Cosa c’è dietro il “cold case“ delle Acciaierie Megara riaperto a Catania dopo 34 anni: il pizzino di Provenzano e la latitanza di Ercolano

Gli inquietanti misteri attorno all'uccisione dei manager della fonderia ucciso alla zona industriale il 31 ottobre 1990.

Di Laura Distefano |

Sessanta giorni di tempo che potrebbero finalmente scrivere una verità processuale sul duplice omicidio di Francesco Vecchio e Alessandro Rovetta. I due manager delle Acciaierie Megara (amministratore delegato il primo e direttore del personale il secondo) furono ammazzati il 31 ottobre 1990. La gip Marina Rizza disponendo l’archiviazione nei confronti degli otto indagati, tra cui il vecchio padrino di Catania Nitto Santapaola, ha ordinato alla procura etnea (l’indagine è affidata al procuratore aggiunto Francesco Puleio) di iscrivere nel registro degli indagati Aldo Ercolano, classe 1960, e Orazio Privitera. Sono due boss di vertice della mafia catanese: il primo è il rampollo di razza della famiglia di sangue di Cosa nostra (figlio dei cugini Pippo Ercolano e Grazia Santapaola), il secondo è un ex esponente degli Sciuto-Tigna poi transitato nei Cappello-Carateddi assieme a Iano Lo Giudice. L’ergastolano è il protagonista dell’ultima “guerra” di mafia scoppiata ai piedi dell’Etna.

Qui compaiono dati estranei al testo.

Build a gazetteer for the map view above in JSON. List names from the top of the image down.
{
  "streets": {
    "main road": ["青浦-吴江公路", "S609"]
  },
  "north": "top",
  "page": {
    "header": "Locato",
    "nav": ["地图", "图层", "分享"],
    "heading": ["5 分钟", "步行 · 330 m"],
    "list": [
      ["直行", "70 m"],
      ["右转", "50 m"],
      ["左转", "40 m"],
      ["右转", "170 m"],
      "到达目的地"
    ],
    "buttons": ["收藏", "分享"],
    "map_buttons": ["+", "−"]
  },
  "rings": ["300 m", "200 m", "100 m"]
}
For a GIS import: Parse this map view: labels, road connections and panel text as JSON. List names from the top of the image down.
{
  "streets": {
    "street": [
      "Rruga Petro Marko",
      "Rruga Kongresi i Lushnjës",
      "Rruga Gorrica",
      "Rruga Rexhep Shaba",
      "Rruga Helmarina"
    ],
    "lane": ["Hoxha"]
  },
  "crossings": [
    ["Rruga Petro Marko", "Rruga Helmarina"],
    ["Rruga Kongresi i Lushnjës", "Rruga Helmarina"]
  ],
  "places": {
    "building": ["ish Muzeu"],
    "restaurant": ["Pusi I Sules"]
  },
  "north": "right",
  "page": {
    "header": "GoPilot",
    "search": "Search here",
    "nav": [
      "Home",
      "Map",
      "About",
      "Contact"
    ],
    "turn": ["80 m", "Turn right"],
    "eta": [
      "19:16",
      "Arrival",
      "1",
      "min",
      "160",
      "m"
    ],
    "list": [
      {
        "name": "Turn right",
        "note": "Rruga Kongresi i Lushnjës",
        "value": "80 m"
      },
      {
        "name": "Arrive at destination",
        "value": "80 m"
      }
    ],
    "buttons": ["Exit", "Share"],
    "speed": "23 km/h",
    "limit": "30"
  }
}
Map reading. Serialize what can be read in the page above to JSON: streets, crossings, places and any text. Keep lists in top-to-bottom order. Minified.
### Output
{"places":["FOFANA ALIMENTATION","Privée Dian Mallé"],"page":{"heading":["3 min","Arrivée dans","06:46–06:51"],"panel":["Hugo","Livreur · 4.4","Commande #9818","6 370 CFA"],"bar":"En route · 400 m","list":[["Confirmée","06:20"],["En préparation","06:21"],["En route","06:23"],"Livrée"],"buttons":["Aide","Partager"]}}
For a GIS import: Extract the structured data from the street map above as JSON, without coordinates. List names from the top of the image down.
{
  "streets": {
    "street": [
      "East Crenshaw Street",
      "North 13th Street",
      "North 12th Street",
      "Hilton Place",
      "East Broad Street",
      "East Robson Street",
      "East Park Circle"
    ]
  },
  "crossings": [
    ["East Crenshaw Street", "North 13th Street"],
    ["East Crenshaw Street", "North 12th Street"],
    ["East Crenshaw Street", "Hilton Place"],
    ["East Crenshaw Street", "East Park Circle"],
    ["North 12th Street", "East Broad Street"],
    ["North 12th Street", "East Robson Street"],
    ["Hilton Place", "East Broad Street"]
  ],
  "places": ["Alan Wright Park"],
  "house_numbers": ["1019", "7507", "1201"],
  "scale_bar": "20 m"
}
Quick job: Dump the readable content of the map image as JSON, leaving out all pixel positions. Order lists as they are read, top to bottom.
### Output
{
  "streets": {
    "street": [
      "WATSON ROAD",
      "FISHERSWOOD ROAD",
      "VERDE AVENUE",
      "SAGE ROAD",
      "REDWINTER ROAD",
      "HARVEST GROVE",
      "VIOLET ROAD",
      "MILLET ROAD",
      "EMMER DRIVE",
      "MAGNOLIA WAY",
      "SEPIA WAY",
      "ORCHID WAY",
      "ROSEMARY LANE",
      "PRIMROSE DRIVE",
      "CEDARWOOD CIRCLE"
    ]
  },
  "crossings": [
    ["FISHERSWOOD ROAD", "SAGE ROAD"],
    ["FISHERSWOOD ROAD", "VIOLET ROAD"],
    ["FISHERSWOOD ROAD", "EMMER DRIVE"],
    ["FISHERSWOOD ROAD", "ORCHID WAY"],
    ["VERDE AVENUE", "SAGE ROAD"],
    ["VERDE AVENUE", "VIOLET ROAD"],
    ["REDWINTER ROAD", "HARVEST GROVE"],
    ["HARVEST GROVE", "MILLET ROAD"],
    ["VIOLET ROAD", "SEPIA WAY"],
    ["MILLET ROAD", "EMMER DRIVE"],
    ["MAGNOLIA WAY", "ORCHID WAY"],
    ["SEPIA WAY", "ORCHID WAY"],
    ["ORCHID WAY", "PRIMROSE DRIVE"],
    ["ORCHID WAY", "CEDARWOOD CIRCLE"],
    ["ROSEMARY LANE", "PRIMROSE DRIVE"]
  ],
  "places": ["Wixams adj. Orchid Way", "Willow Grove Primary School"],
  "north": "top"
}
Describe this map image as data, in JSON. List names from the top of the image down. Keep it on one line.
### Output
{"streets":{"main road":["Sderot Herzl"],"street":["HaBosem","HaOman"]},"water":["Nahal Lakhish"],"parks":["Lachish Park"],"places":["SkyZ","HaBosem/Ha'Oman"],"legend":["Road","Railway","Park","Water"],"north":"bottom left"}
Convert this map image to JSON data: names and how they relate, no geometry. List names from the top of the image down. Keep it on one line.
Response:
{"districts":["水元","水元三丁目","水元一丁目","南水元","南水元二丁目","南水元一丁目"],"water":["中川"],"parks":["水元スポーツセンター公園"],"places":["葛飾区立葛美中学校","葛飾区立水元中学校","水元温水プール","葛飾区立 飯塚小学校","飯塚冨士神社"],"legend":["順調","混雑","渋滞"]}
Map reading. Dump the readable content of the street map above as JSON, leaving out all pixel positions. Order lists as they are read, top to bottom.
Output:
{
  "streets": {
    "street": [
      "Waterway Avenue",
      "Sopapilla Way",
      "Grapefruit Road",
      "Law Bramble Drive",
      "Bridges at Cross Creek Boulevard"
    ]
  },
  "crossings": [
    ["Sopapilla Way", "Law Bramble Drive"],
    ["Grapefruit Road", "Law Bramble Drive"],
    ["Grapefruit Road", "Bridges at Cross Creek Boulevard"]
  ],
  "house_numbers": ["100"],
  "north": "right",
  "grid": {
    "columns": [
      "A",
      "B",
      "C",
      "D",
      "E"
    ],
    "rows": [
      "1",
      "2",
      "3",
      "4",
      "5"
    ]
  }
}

Ma perché la gip ha indicato questi nomi? «Dalle dichiarazioni rese da alcuni collaboratori escussi nel corso delle indagini è emerso il coinvolgimento nella vicenda» dei due mafiosi. Ma per la giudice appare «necessario sentire a sommarie informazioni Federico Rovetta (fratello della vittima, ndr) sul punto specifico concernente i lavori appaltati dalla Megara ai fratelli Rapisarda e le eventuali problematiche insorte tra loro e Alessandro Rovetta».

Scenari

I nomi citati nelle due paginette depositate poco prima di Natale aprono scenari che conducono fuori dai confini di Catania, con intrecci non solo mafiosi. Si addensa l’ombra di lontani sistemi deviati. Ma si intravede anche il tratto di compasso e il tessuto bianco di grembiulini. I fratelli Rapisarda a cui si fa riferimento sono i fratelli Carmelo e e Francesco Rapisarda, imprenditori collegati all’indotto dell’acciaio. E se Carmelo è deceduto, Francesco è rimasto coinvolto in diverse inchieste tra Catania e la Calabria con riferimenti a logge massoniche. Insomma dietro a questo agguato, che attende risposte da quasi 34 anni ormai, potrebbero nascondersi misteri scomodi.

I pentiti

La cosa realmente strana è che nessun pentito abbia saputo dare fino a oggi una descrizione concreta dell’organizzazione e dell’esecuzione del duplice delitto. Cosa vuol dire? Che sono state coinvolte pochissime persone. Ed è facile pensare che si debba cominciare a guardare alla cupola di Cosa nostra. Ma infatti i collaboratori che hanno parlato di questo delitto hanno aperto alla pista palermitana. E di Acciaierie Megara ne ha parlato anche Bernardo Provenzano in un pizzino del 1994, indirizzato a Luigi Ilardo, cugino del capo della famiglia di Caltanissetta Giuseppe Madonia ucciso a Catania nel 1996. Il padrino di Cosa nostra avrebbe ordinato all’infiltrato Ilardo di «definire, tramite tale Vinciullo, il “discorso della ferriera”», ossia della Acciaieria Megara di Catania, prendendo i necessari contatti con Antonio Motta e Concetto Di Stefano (due personaggi di altissimo livello della cupola dei Santapaola-Ercolano degli anni ’90, ndr). Ilardo fu ammazzato pochi giorni dopo aver annunciato l’intenzione di lasciare la veste di confidente e di entrare nel programma di protezione dei collaboratori.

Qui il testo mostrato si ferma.